DC man found incompetent to stand trial in stabbing of Rand Paul aide, unlikely to be prosecuted

“There are no prospects that Mr. Neal will return to competency in the foreseeable future,” D.C. Superior Court Judge Todd E. Edelman said.

Published: June 20, 2025 10:30am

A mentally ill man has been found incompetent to stand trial in the stabbing of an aide for Kentucky Republican Sen. Rand Paul, and is unlikely to be prosecuted.

Glynn Neal, 44, received 10 examinations by psychiatrists hired by defense attorneys and prosecutors, D.C. Superior Court Judge Todd E. Edelman said Wednesday, and he will probably never be mentally competent enough to understand the nature of a criminal trial and assist in his defense, The Washington Post reported. He believed he had already been found guilty and sentenced.
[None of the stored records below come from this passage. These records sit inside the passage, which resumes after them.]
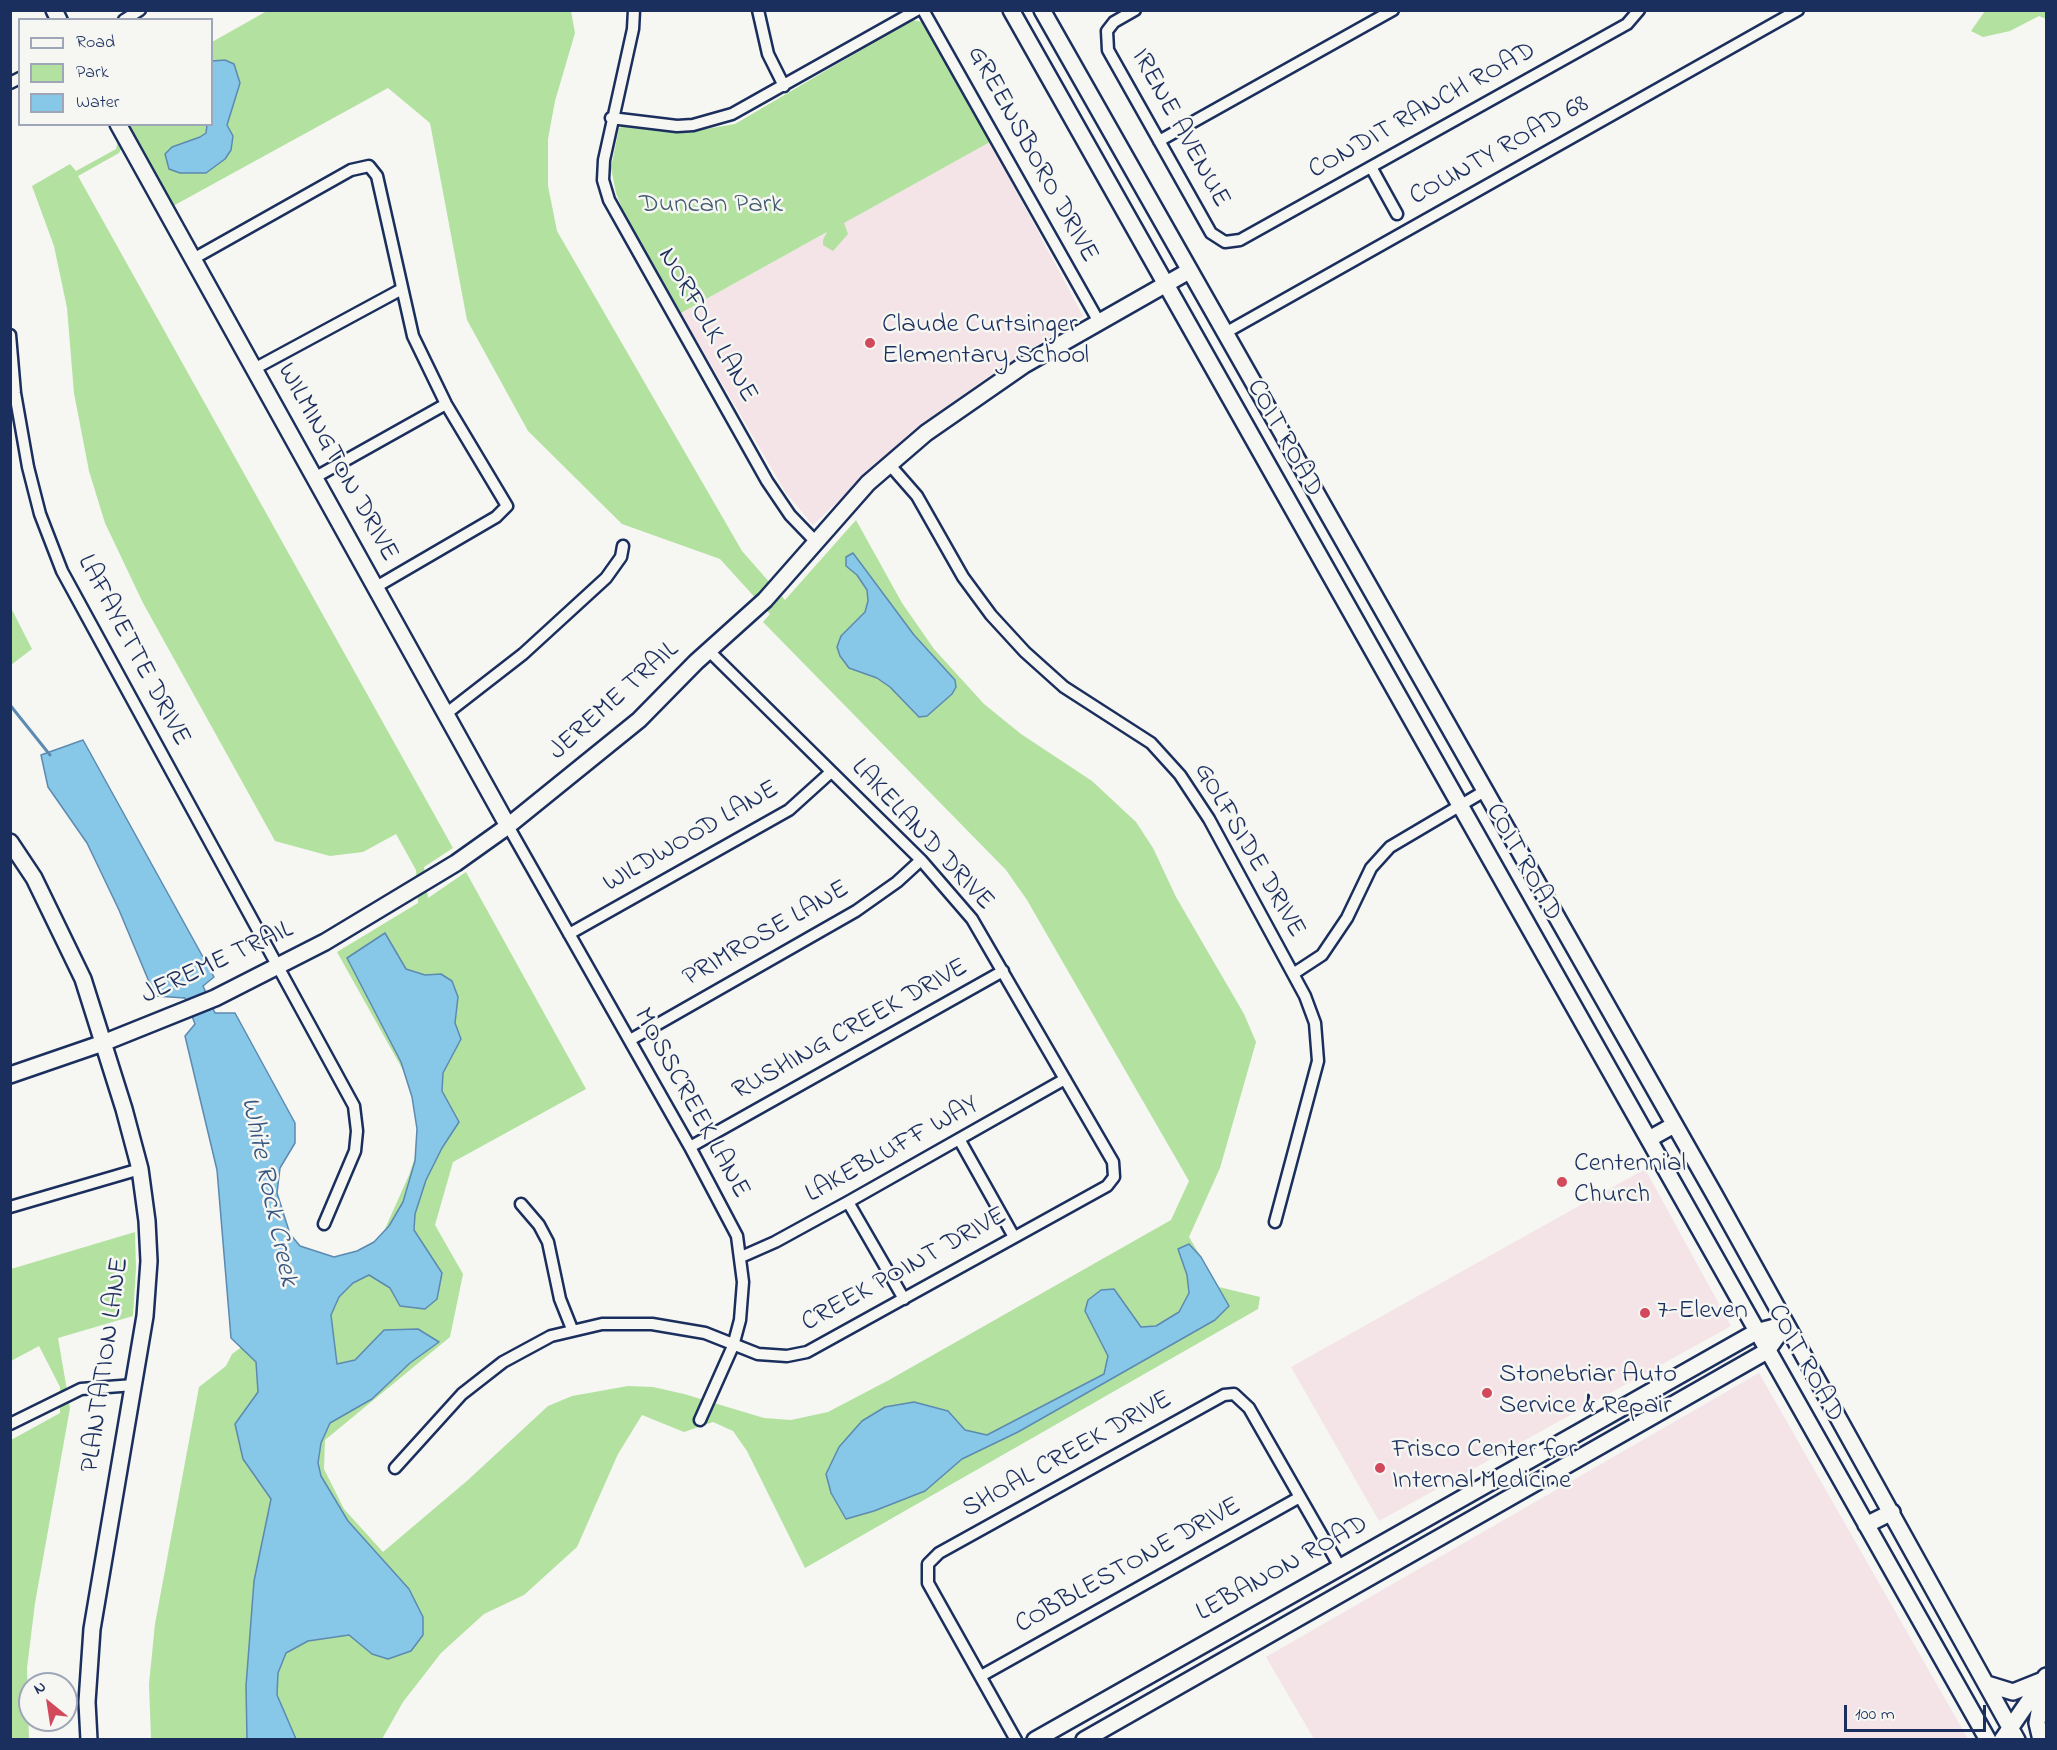 <!DOCTYPE html>
<html>
<head>
<meta charset="utf-8">
<style>
  body { margin:0 }
  #map { position:relative; width:2057px; height:1750px; overflow:hidden; background:#f6f6f2; font-family:"Indie Flower",sans-serif }
  canvas { display:block }
  .frame { position:absolute; inset:0; border:12px solid #1b2f5e; pointer-events:none }
  .legend { position:absolute; left:18px; top:18px; width:195px; height:108px; box-sizing:border-box; background:#f6f6f2; border:2px solid #9ea6b7; margin:0; padding:8px 10px; list-style:none; font-size:18px; color:#1b2f5e }
  .legend li { display:flex; align-items:center; gap:12px; height:30px }
  .legend b { width:30px; border:2px solid #9ea6b7 }
  .north { position:absolute; left:18px; top:1672px; width:60px; height:60px; box-sizing:border-box; background:#f6f6f2; border:2px solid #9ea6b7; border-radius:50%; rotate:330deg; font-size:16px; font-weight:700; line-height:24px; text-align:center; color:#1b2f5e }
  .north::after { content:''; display:block; margin:auto; width:21px; height:27px; background:#d1495b; clip-path:polygon(50% 0,100% 100%,50% 72%,0 100%) }
  .scale { position:absolute; left:1844px; top:1705px; width:142px; height:27px; box-sizing:border-box; border:3px solid #1b2f5e; border-top:0; padding-left:8px; font-size:18px; line-height:21px; white-space:nowrap; color:#1b2f5e; -webkit-text-stroke:4px #f6f6f2; paint-order:stroke }
</style>
</head>
<body>
<div id="map">
<canvas width="2057" height="1750"></canvas>
<div class="frame"></div>
<ul class="legend">
<li><b style="height:8px;background:#f6f6f2"></b>Road</li>
<li><b style="height:16px;background:#b3e1a0"></b>Park</li>
<li><b style="height:16px;background:#87c7e7"></b>Water</li>
</ul>
<div class="north">N</div>
<div class="scale">100 m</div>
</div>
<script>
const context = document.querySelector('canvas').getContext('2d');
context.lineJoin = 'round';
function fillPath(path, color) {
  context.fillStyle = color;
  context.fill(path, 'evenodd');
}
function toPath(rows) {
  const path = new Path2D();
  for (const r of rows) {
    path.moveTo(r[0], r[1]);
    for (let i = 2; i < r.length; i += 2) path.lineTo(r[i], r[i + 1]);
  }
  return path;
}
function trace(path, color, width, dash) {
  context.strokeStyle = color;
  context.lineWidth = width;
  context.lineCap = dash ? 'butt' : 'round';
  context.setLineDash(dash || []);
  context.stroke(path);
}
function label(font, color, halo, rows, align = 'center') {
  context.font = font + ' "Indie Flower",sans-serif';
  context.lineWidth = 5;
  context.setLineDash([]);
  context.textBaseline = 'middle';
  context.strokeStyle = halo;
  context.fillStyle = color;
  for (const [text, x, y, turn = 0] of rows) {
    context.save();
    context.translate(x, y);
    context.rotate((+turn || 0) * Math.PI / 180);
    context.textAlign = isNaN(turn) ? turn : align;
    if (halo) context.strokeText(text, 0, 0);
    context.fillText(text, 0, 0);
    context.restore();
  }
}
fillPath(toPath([
  [990,142,1083,316,999,369,912,431,813,525,786,493,681,313],
  [1645,1169,1731,1326,1379,1521,1291,1367],
  [1759,1373,1968,1739,1314,1739,1266,1657]
]), '#f4e3e7');
fillPath(toPath([
  [267,11,571,11,575,33,555,101,548,139,548,186,557,231,742,551,785,600,856,520,902,603,934,649,984,704,1021,734,1092,781,1136,822,1153,848,1176,897,1244,1014,1256,1042,1220,1168,1189,1237,1219,1287,1260,1297,1258,1309,805,1568,747,1451,733,1431,713,1422,684,1432,642,1415,618,1454,577,1547,524,1595,484,1614,441,1653,403,1702,382,1739,151,1739,149,1684,155,1624,199,1387,226,1366,232,1354,376,1249,409,1175,425,1128,413,1088,337,952,418,903,416,870,396,834,363,852,330,856,275,841,143,603,105,523,89,471,74,393,67,308,54,246,32,186,70,164,76,171,116,149,122,125,212,124,212,42],
  [388,88,430,123,467,320,528,431,622,524,720,559,770,614,763,622,1006,870,1027,900,1189,1181,1171,1220,889,1380,828,1412,791,1420,764,1418,684,1394,653,1387,628,1386,572,1396,548,1406,468,1480,383,1552,344,1509,324,1469,325,1440,450,1337,463,1274,435,1225,453,1162,586,1089,466,872,428,898,424,867,453,848,78,176,119,153,131,130,173,206],
  [1985,11,2046,11,2046,19,2039,16,2010,31,1983,37,1971,31],
  [912,20,923,22,990,142,844,223,848,234,833,251,823,245,823,240,827,232,681,313,623,211,616,193,611,168,619,128,627,125,688,132,735,124],
  [10,606,32,649,11,665,10,665],
  [135,1232,136,1268,133,1316,58,1338,70,1408,35,1603,27,1668,29,1740,11,1739,11,1440,60,1413,60,1387,39,1346,11,1361,11,1269]
]), '#b3e1a0');
const water = toPath([
  [225,60,234,64,240,83,227,125,233,136,231,150,225,159,206,173,180,173,169,169,165,154,172,147,200,137,206,133,207,125,212,124,212,61,225,60],
  [853,553,914,635,955,680,956,687,952,694,927,716,919,717,890,687,877,678,849,668,840,656,837,647,841,636,865,612,868,601,867,590,857,575,846,566,846,557,853,553],
  [83,740,214,977,203,986,215,1013,235,1013,295,1123,295,1143,280,1168,277,1193,290,1234,300,1246,334,1257,357,1251,374,1242,389,1226,403,1202,415,1161,417,1129,412,1097,401,1062,347,958,385,933,406,969,425,975,441,974,452,981,458,997,455,1023,461,1039,443,1073,442,1091,459,1122,442,1148,426,1180,415,1214,414,1230,442,1273,437,1299,425,1309,400,1306,390,1288,369,1275,353,1283,339,1297,331,1315,337,1364,355,1360,384,1330,418,1329,439,1342,410,1363,372,1399,330,1423,321,1443,318,1463,321,1476,348,1521,409,1589,423,1617,423,1635,411,1651,388,1659,372,1654,349,1635,308,1641,286,1653,278,1673,277,1695,296,1739,247,1739,246,1686,254,1581,271,1499,243,1459,235,1424,258,1392,256,1362,231,1338,217,1170,185,1036,195,1024,185,998,155,996,119,910,87,843,48,787,41,755,83,740],
  [1189,1244,1201,1257,1229,1306,1215,1320,1018,1432,962,1459,925,1491,874,1511,846,1519,831,1493,826,1474,839,1447,862,1421,885,1407,914,1402,948,1411,965,1430,987,1435,1104,1374,1108,1356,1085,1311,1088,1300,1101,1290,1114,1289,1141,1327,1156,1326,1179,1312,1189,1293,1187,1275,1178,1249,1189,1244]
]);
fillPath(water, '#87c7e7');
trace(water, '#5c8ab0', 1.5);
trace(toPath([
  [10,705,50,755]
]), '#5c8ab0', 3);
const street = toPath([
  [634,10,633,29,604,160,603,180,609,200,767,481,790,515,816,542],
  [758,10,768,54,784,86],
  [923,10,1099,322],
  [1135,10,1114,22,1107,31,1108,50,1211,233,1225,242,1240,240,1627,24,1639,10],
  [124,20,140,10],
  [10,83,20,78],
  [611,118,677,126,693,125,732,114,917,10],
  [1159,141,1393,10],
  [1371,167,1397,214],
  [193,259,351,170,369,166,377,176,413,336,446,404,507,506,496,517,376,587],
  [1225,333,1798,10],
  [10,335,15,393,28,467,40,514,62,571,354,1106,357,1131,355,1151,324,1224],
  [254,369,402,289],
  [889,464,917,496,963,577,991,615,1025,652,1064,687,1151,743,1180,775,1209,819,1305,996,1315,1023,1318,1061,1275,1222],
  [314,478,446,404],
  [447,713,523,654,606,578,621,557,623,546],
  [508,826,690,1147,737,1236,743,1282,740,1320,733,1346,700,1420],
  [569,934,789,810,831,772],
  [1293,974,1322,955,1347,918,1371,868,1390,847,1483,792],
  [630,1040,856,911,897,882,921,860],
  [959,1139,1014,1237],
  [690,1147,1003,971],
  [848,1202,904,1299],
  [521,1204,539,1225,548,1242,560,1299,572,1329],
  [10,1207,140,1169],
  [741,1257,775,1242,848,1202,1065,1079],
  [10,1424,81,1389,134,1385],
  [395,1468,462,1394,503,1362,551,1336,602,1324,652,1324,705,1333,758,1354,787,1356,807,1352,1107,1186,1114,1177,1113,1162,972,919,921,860,709,651],
  [981,1676,1300,1497],
  [1016,1740,928,1583,928,1564,939,1553,1224,1395,1234,1394,1249,1408,1340,1567]
]);
const secondary = toPath([
  [54,10,59,20],
  [1011,10,1988,1740],
  [1042,10,1714,1194,2017,1740],
  [118,124,508,826],
  [10,842,34,878,83,979,124,1109,140,1169,147,1221,149,1261,145,1316,92,1629,87,1702,89,1740],
  [10,1075,103,1043,215,998,325,942,456,863,508,826,639,720,696,662,765,600,868,483,926,433,1024,365,1189,271],
  [1649,1139,1674,1125],
  [1866,1525,1892,1512],
  [1987,1684,2013,1692,2043,1680],
  [1035,1740,1756,1332,1786,1324],
  [1084,1740,1767,1351,1786,1324],
  [2002,1740,2046,1676],
  [2041,1740,2037,1723,2044,1684]
]);
trace(street, '#1b2f5e', 15);
trace(secondary, '#1b2f5e', 20);
trace(street, '#f6f6f2', 10);
trace(secondary, '#f6f6f2', 15);
for (const [x, y, r, color] of [
  [870,343,6,"#d1495b"],
  [1562,1182,6,"#d1495b"],
  [1645,1313,6,"#d1495b"],
  [1487,1393,6,"#d1495b"],
  [1380,1468,6,"#d1495b"]
]) {
  const dot = new Path2D();
  dot.arc(x, y, r, 0, 2 * Math.PI);
  context.fillStyle = color;
  context.fill(dot);
  trace(dot, '#f6f6f2', 2);
}
label('27px', '#1b2f5e', '#f6f6f2', [
  ["CONDIT RANCH ROAD",1423,112,-29],
  ["IRENE AVENUE",1179,129,61],
  ["COUNTY ROAD 68",1500,152,-29],
  ["GREENSBORO DRIVE",1031,155,61],
  ["NORFOLK LANE",706,326,60],
  ["COIT ROAD",1283,439,61],
  ["WILMINGTON DRIVE",336,463,61],
  ["LAFAYETTE DRIVE",132,651,62],
  ["JEREME TRAIL",615,702,-42],
  ["LAKELAND DRIVE",921,836,47],
  ["WILDWOOD LANE",692,838,-30],
  ["GOLFSIDE DRIVE",1248,851,60],
  ["COIT ROAD",1522,863,61],
  ["PRIMROSE LANE",767,935,-30],
  ["JEREME TRAIL",218,964,-25],
  ["RUSHING CREEK DRIVE",851,1031,-29],
  ["MOSSCREEK LANE",690,1104,61],
  ["LAKEBLUFF WAY",893,1151,-29],
  ["CREEK POINT DRIVE",905,1271,-29],
  ["COIT ROAD",1804,1364,61],
  ["PLANTATION LANE",107,1365,-82],
  ["SHOAL CREEK DRIVE",1068,1456,-29],
  ["COBBLESTONE DRIVE",1129,1567,-29],
  ["LEBANON ROAD",1283,1570,-29]
]);
label('27px', '#415c6e', '#f6f6f2', [
  ["Duncan Park",711,207]
]);
label('27px', '#1b2f5e', '#f6f6f2', [
  ["Claude Curtsinger",882,327],
  ["Elementary School",882,358],
  ["Centennial",1574,1166],
  ["Church",1574,1197],
  ["7-Eleven",1657,1313],
  ["Stonebriar Auto",1499,1377],
  ["Service & Repair",1499,1408],
  ["Frisco Center for",1392,1452],
  ["Internal Medicine",1392,1483]
], 'left');
label('italic 28px', '#365580', '#f6f6f2', [
  ["White Rock Creek",267,1192,78]
]);
</script>
</body>
</html> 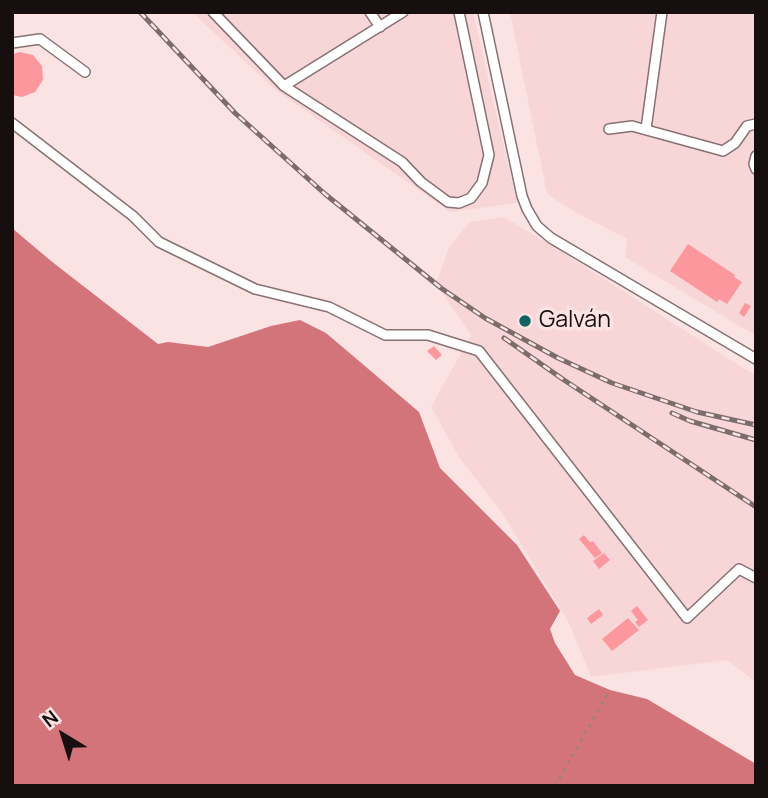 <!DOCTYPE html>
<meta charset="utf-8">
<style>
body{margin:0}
#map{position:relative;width:768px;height:798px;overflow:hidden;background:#fce3e3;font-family:Manrope,sans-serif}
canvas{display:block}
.frame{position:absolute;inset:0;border:14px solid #170f0f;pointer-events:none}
.north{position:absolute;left:28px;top:700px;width:70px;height:70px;-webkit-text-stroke:5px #fce3e3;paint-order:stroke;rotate:322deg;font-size:19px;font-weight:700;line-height:28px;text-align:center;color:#170f0f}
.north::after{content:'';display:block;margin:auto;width:24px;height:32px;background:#170f0f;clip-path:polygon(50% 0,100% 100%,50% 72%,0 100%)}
</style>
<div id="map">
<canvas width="768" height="798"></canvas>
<div class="frame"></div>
<div class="north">N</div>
</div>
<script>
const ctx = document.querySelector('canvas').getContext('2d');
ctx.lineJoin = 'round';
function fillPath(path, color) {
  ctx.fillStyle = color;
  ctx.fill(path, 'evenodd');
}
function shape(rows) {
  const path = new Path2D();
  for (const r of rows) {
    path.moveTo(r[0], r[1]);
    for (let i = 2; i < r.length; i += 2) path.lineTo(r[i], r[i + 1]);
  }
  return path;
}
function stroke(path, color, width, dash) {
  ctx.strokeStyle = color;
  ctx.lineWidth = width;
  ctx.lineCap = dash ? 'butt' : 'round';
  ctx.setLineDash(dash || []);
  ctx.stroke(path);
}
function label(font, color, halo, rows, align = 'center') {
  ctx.font = font + ' Manrope,sans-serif';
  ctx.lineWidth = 7;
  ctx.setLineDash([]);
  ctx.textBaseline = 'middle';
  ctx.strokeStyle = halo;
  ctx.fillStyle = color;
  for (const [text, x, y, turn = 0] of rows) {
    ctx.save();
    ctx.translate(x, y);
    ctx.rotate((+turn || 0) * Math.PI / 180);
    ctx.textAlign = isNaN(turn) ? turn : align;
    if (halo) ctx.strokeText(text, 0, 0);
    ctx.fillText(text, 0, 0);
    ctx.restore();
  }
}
fillPath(shape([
 [192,12,473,12,517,203,450,212,273,88],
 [510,12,756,12,756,336,625,257,627,239,575,212,547,194],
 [504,217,562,252,756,376,756,682,727,660,591,677,569,623,502,513,459,457,431,407,471,335,436,284,449,247,470,222]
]), '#f8d6d7');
fillPath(shape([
 [12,228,51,261,158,344,168,342,208,347,271,326,300,320,326,333,419,412,440,468,517,545,560,611,550,629,555,643,575,675,610,690,647,699,756,764,756,786,12,786]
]), '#d3737a');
fillPath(shape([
 [20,52,33,55,42,66,43,80,35,92,22,97,12,95,12,54],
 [688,244,735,275,734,277,742,282,727,304,719,299,717,302,670,271],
 [745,303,751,306,744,317,739,313],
 [434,346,442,355,436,360,427,351],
 [584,535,590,542,593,541,602,553,595,558,579,539],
 [604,553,610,560,599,569,593,561],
 [637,606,648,620,639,627,635,622,638,620,631,611],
 [599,609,603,615,591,624,587,618],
 [628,618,639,630,612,651,602,639]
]), '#fc979d');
const minor = shape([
 [213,12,284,86,402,162,421,182,448,202,459,203,471,198,482,183,489,155,459,12],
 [370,12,380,27],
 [483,12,522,196,527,209,537,226,551,238,756,359],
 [12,43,40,39,85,72],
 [284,86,403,12],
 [12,123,133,216,159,242,255,289,329,307,385,335,428,335,479,351,687,618,739,569,756,578],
 [609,129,632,126,723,151,735,143,747,126,756,124],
 [646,129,662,12],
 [756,156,754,164,756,169]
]);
stroke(minor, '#877171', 12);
stroke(shape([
 [555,786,610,690]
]), '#948383', 2, [3.5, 5]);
stroke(minor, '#fff', 9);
const rail = shape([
 [140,12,235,113,325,194,441,288,485,318,558,358,612,383,697,412,756,425],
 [504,338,564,380,756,507],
 [672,413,690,421,756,440]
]);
stroke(rail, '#7c6c6c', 5);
stroke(rail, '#fce3e3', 2.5, [8]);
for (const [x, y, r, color] of [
 [525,321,7,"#116263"]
]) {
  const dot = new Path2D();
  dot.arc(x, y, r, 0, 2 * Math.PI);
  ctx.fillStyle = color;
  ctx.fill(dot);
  stroke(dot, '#fce3e3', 2.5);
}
label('23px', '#170f0f', '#fce3e3', [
 ["Galván",539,321]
], 'left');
</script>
Edelman read from various reports that Neal suffered from schizophrenia and bipolar disorder. He had been found incompetent to stand trial before.

“There are no prospects that Mr. Neal will return to competency in the foreseeable future,” Edelman said.

The judge ordered that the criminal case against Neal be put on hold, and for him to remain at the D.C.-run psychiatric facility St. Elizabeths Hospital, where he has been held since his arrest in 2023. If treatment specialists and a judge determine that Neal has become mentally competent to stand trial in the future, then prosecutors could revive the criminal case.

Assistant U.S. Attorney Alex Cook told Edelman that he did not oppose the finding. Neal’s public defender, Molly Bunke, also agreed with the ruling, and has repeatedly argued in court that her client was not competent for a trial.

There will be civil hearings for Neal, during which the office of the D.C. attorney general will determine how long he can remain at the hospital and whether he should be transferred to another long-term mental health facility out of the area. The hearing is scheduled for July 17.

Neal was charged with assault with intent to kill in the March 25, 2023, stabbing of Phillip Todd, then 26, an aide to Paul. Todd was stabbed multiple times in his head and chest at midday while he and another man were leaving a restaurant, resulting in a brain bleed and punctured lung, which required several surgeries, prosecutors said.

When Neal was arrested hours after the stabbing, according to court charging documents, he told detectives that “a voice was telling him that someone was going to get him for all the things he [had] done. So, he was waiting right there to get the someone.”

Neal had been released from prison on supervised probation a day before the attack, after being convicted in 2011 for obstructing justice, making threats to kidnap or injure a person, and forcing a person into prostitution.